In or about 1996 Brian gave Marc Rector the basic genealogy of the Rector clan in the US going back all the way to “1666 in Truppich, Germany 2 kilometers east of Siegen.” Brian had stumbled onto the “Rector Records” book and other documents and copied out our line. Given that both his parents had died, this inspired Marc to write to his Rector uncles and aunts for additional information:
Son Brian has been bugging me again about the RECTOR genealogy…Seems he found a book on RECTOR in the New York Public Library a while back and wants to know more…me too.
The following is the Genealogy in a direct line, taken from a much broader genealogy that Frank sent me a few years ago. That one ended with MARCUS CLAY being the son of MARCUS in the mid 19th Century. I have continued it to the best of my knowledge…Many gaps need filled and specifics filled in…PLEASE FILL IN AND RETURN THE COPY TO ME.
There followed is the first outline of our Hilltop lineage that we’ve now added to and compiled in The Begats.
I’ve recently come upon the folder in which Marc stored this information. I have found (so far) responses from Frank Hodgson Rector, as well as Jane Rector Breiding. Jane glossed the MARCUS CLAY outline that Marc had sent her, including the addition of sister Margaret who died tragically (as you will read below) at age 1 1/2. Frank, however, wrote a four page single-spaced letter describing his knowledge of the family background. It was so informative, and colorful, I thought it would be good to add it to this archive:
Wednesday, September 13, 1995
from Frank and Wilda Rector
[Frank is uncle of Marc, brother of Marc’s father Wendell]

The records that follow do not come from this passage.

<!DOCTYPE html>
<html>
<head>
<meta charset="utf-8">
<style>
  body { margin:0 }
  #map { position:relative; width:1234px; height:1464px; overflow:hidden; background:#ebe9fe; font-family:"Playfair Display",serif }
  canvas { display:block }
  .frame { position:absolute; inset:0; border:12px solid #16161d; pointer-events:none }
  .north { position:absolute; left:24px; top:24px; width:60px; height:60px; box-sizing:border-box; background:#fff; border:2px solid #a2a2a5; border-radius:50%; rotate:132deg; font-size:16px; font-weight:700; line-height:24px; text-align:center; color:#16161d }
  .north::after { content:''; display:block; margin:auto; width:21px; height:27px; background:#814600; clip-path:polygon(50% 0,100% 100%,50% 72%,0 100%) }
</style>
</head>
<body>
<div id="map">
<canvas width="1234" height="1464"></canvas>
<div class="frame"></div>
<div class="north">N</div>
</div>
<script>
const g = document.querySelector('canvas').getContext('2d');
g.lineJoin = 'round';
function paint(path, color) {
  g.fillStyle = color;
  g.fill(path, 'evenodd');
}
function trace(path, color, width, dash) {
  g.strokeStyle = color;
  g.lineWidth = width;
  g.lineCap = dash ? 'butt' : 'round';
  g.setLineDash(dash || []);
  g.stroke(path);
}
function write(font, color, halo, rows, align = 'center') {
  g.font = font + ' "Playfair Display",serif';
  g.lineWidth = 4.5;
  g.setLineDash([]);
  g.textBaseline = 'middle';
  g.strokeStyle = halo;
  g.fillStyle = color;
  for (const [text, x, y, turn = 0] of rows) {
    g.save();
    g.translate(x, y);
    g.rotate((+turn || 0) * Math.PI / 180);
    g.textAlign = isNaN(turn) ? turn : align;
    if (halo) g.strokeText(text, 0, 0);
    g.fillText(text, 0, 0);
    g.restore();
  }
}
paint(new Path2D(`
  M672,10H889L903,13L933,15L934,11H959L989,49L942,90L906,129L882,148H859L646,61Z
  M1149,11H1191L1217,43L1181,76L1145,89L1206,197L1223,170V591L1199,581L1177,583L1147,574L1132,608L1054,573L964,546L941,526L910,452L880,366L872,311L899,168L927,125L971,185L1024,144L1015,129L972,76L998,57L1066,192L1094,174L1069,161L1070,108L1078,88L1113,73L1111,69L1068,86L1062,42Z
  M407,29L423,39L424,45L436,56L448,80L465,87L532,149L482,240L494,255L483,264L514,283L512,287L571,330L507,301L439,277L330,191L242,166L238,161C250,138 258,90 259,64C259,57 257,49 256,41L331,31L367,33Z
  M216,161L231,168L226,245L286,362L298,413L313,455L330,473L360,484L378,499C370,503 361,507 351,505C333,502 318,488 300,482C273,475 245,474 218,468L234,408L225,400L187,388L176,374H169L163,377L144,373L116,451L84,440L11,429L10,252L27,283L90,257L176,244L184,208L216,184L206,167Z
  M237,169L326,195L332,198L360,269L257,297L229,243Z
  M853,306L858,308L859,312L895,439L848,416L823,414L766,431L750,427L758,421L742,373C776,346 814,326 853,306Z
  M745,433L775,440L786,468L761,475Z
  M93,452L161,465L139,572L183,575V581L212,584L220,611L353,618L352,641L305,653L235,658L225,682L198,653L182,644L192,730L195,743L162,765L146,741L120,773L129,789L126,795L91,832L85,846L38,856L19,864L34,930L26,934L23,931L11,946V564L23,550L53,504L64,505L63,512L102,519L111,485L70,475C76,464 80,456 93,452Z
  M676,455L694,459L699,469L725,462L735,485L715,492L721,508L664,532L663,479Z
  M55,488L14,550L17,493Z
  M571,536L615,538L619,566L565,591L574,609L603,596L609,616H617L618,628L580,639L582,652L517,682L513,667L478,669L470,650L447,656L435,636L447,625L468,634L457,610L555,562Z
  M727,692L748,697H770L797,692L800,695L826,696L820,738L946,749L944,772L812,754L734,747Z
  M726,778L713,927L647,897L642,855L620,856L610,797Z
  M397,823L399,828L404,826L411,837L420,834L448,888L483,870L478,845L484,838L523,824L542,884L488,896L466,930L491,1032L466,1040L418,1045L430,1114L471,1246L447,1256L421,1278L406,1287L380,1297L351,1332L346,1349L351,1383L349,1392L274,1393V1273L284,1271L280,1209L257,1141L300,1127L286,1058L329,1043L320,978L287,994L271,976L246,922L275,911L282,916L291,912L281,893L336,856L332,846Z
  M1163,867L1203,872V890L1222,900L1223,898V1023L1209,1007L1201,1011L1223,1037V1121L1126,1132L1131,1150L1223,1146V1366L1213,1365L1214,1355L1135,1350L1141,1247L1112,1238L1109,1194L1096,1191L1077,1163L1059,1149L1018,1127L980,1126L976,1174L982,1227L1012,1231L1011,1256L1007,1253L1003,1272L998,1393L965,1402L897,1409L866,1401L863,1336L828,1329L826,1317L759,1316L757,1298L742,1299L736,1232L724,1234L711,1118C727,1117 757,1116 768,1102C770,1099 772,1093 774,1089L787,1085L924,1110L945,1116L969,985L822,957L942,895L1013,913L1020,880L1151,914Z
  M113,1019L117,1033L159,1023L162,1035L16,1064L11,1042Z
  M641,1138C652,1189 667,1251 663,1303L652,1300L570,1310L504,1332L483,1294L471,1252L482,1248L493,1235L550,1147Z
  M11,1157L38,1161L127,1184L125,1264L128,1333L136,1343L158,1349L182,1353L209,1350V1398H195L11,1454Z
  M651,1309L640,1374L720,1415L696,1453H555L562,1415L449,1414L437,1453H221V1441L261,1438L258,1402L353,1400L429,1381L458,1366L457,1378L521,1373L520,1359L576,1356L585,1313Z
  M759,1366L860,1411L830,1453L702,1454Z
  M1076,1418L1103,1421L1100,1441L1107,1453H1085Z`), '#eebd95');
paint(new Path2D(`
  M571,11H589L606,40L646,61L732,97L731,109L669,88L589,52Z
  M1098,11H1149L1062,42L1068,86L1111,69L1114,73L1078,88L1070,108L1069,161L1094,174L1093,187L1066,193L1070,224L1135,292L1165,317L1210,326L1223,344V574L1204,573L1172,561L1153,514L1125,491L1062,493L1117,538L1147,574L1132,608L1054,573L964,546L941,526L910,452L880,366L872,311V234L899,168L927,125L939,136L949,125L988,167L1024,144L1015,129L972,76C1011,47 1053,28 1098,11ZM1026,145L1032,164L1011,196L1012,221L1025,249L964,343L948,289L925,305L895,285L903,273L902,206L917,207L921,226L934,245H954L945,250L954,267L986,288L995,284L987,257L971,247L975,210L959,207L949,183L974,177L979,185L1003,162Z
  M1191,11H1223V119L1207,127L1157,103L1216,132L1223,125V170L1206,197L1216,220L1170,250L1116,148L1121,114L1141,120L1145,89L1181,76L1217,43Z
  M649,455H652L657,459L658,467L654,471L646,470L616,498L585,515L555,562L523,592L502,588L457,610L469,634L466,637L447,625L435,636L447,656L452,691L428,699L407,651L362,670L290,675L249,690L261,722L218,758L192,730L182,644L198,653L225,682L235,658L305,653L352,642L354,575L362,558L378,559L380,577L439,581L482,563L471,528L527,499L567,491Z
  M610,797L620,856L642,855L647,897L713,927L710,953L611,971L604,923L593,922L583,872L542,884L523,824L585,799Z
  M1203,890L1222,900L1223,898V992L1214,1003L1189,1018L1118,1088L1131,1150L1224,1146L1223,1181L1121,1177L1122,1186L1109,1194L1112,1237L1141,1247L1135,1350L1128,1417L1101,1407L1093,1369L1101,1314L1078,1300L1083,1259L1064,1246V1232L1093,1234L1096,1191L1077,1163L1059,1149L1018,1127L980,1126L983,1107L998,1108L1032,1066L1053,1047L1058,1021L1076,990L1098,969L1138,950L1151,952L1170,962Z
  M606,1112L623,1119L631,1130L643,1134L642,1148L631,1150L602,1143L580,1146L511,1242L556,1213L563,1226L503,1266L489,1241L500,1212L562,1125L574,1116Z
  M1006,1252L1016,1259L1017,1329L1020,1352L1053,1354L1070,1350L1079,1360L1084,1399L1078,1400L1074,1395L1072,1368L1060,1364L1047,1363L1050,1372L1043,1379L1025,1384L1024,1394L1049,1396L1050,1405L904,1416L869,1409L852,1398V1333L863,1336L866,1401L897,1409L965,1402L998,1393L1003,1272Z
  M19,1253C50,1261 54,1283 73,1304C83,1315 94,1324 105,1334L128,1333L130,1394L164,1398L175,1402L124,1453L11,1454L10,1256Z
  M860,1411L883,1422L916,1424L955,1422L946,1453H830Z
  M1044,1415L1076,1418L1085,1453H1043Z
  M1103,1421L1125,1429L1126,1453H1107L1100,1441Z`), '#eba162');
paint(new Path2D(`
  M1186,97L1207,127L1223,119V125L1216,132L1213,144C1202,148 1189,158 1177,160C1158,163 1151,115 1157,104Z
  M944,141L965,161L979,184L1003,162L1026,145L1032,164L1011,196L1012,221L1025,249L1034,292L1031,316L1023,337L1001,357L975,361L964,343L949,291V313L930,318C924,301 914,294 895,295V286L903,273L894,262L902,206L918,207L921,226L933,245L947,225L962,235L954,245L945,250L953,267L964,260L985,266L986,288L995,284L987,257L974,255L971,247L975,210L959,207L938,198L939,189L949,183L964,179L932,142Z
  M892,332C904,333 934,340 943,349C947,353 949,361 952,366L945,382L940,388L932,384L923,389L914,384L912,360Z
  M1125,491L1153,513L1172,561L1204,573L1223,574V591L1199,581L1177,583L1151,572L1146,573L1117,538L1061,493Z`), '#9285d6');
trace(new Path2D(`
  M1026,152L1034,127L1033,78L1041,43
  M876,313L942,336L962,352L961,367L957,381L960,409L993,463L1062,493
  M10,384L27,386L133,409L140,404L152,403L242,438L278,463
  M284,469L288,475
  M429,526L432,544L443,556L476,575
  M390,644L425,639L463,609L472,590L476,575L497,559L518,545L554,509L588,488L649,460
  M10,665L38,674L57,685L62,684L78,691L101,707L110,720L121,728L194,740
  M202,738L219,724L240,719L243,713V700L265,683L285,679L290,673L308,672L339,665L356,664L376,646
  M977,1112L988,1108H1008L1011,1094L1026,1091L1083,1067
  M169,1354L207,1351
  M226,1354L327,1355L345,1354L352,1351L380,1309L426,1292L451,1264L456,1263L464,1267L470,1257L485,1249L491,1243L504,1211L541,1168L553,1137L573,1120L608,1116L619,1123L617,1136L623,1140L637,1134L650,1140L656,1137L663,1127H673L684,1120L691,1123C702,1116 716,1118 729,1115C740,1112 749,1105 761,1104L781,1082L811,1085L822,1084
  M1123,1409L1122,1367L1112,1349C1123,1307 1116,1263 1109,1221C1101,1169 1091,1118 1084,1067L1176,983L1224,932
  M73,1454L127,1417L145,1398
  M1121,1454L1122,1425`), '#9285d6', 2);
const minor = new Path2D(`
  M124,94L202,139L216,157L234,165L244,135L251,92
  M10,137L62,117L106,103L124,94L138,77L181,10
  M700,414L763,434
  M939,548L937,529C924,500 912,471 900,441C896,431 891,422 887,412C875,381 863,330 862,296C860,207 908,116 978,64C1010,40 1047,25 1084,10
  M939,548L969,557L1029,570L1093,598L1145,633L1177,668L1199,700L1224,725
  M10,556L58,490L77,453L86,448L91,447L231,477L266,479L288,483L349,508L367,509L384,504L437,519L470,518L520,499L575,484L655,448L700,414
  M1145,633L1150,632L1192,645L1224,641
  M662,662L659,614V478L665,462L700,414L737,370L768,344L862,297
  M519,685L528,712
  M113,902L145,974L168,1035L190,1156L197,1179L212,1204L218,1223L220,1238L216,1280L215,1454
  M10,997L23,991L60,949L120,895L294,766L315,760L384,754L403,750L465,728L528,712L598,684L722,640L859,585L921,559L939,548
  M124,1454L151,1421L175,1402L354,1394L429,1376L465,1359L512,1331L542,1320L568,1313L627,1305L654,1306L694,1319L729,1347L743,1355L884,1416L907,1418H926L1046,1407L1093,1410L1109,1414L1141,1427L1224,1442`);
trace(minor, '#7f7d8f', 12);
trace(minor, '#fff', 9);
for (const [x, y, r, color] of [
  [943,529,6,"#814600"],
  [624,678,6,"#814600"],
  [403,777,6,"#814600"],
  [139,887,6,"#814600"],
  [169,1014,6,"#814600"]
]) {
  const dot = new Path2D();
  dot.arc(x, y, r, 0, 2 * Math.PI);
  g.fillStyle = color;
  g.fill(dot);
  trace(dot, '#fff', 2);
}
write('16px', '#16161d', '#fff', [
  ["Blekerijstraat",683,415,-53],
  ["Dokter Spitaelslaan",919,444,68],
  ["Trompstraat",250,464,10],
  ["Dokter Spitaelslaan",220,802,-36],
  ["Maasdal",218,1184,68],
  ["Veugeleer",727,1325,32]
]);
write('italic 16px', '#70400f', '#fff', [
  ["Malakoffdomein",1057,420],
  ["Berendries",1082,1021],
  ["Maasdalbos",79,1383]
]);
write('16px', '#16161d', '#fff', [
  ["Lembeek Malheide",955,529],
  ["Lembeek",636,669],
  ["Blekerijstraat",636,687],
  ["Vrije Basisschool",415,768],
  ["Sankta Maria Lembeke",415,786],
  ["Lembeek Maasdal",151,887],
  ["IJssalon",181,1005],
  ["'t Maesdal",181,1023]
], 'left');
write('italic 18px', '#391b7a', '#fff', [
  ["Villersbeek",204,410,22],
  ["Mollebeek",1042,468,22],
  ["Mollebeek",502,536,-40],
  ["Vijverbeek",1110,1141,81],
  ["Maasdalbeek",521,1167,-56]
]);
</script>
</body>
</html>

Will do my best — I am not much for “rattling bones” so my knowledge is sparse.
Starting with Marcus Rector Sr. the family was living in Rectortown, VA1 (small un-incorporated) and moved to Pickaway County Ohio — farmers — Grandmother Frances [van Keuren] lived in Big Plain [Ohio, 15 miles southwest of Columbus] after Grandpa Marcus died. For years I was told he fell from a haymow in a scuffle with a tramp, breaking his neck. Found out later that he liked schnapps and kept it in the haymow — fell out a bit drunk! Two of Dad’s brothers, John and Alva, were also tipplers!
How do I know about Rectortown? Not on a map. I was on the island of Efate in the new Hebrides Island [now Vanuatu] late in 1942. A call came to X-Ray that a relative was at the dispensary. When I got there he was a 6’2″ 220 pound Black man. Both of us got a bang out of that. Talking to him I found out about Rectortown (a crossroads). He was from near there and said that he was most likely a decendant of slaves that had belonged to great grandfather Rittenour R!2
As to mother’s family, it is even more sketchy. Mother [Elizabeth “Libby” Hodgson] said he came over from London, England (Mildred found Hodgsons in a graveyard there on a trip). He heard about the Civil War [in the US] and came to fight on the Union side. Being a foreigner, he could only be a courier between armies and had several horses shot out from under him — but not wounded himself. He went to Ohio, married, and also was a farmer. None of the Rectors (my family) knew either grandfather, but Grandma Hodgson also lived in Big Plain.
Dad [Marcus Clay Rector Jr.] and Mom met at the church and were married there. My sister Margaret (born after Mildred) died [at age 1 1/2] from taking medicine that she climbed up on a cupboard to get. With party lines tied up and no one would get off Dad rode a horse into Big Plain to get a doctor who arrived too late to save her.
Dad started out as a farmer, then a blacksmith (he was too lenient on collecting for work), barber, and then carpenter. When I was born he was working on a bridge in Columbus. He left home on the Interurban Street Car (ran down the middle of Main St. West Jefferson) at 4am and returned 8:30pm or 9 that night 6 days a week. He said he only saw his kids in bed and then on Sunday.
There is not much I know about the Rector clan — so there it is.
1: Spenser Rector was the last in our line to be born in Fauquier Co., VA. He died at age 28 IN Fauquier Co. in 1793 with at least three children by his wife Mary Tiffen. His son Henry Clay Rector, Sr. marriage in 1812 to Elizabeth Hotsenpillar is recorded in the Pickaway/Ross Co. OH records. There is LOTS more about this in another post, but it’s clear that after Henry Rector married in OH, his line stays in OH until most of the children of Marcus Jr. move away to other parts of the US.
2: John Retenhour Rector was the son of Henry and Elizabeth (above), born in 1813 a year after their marriage. He married Arminta Wiggins in Ross Co., OH, and was the father of Marcus Clay Sr. Given that it’s clear from census materials that he lived and owned (substantial!) property in Ohio, a “free state” before the Civil War, it is unlikely that he also owned slaves. That said, I have established that many of the Virginia Rectors owned slaves, so it is very likely that this Rector that Frank met during World War 2 was a descendent of slaves that were once owned by Rectors in that area.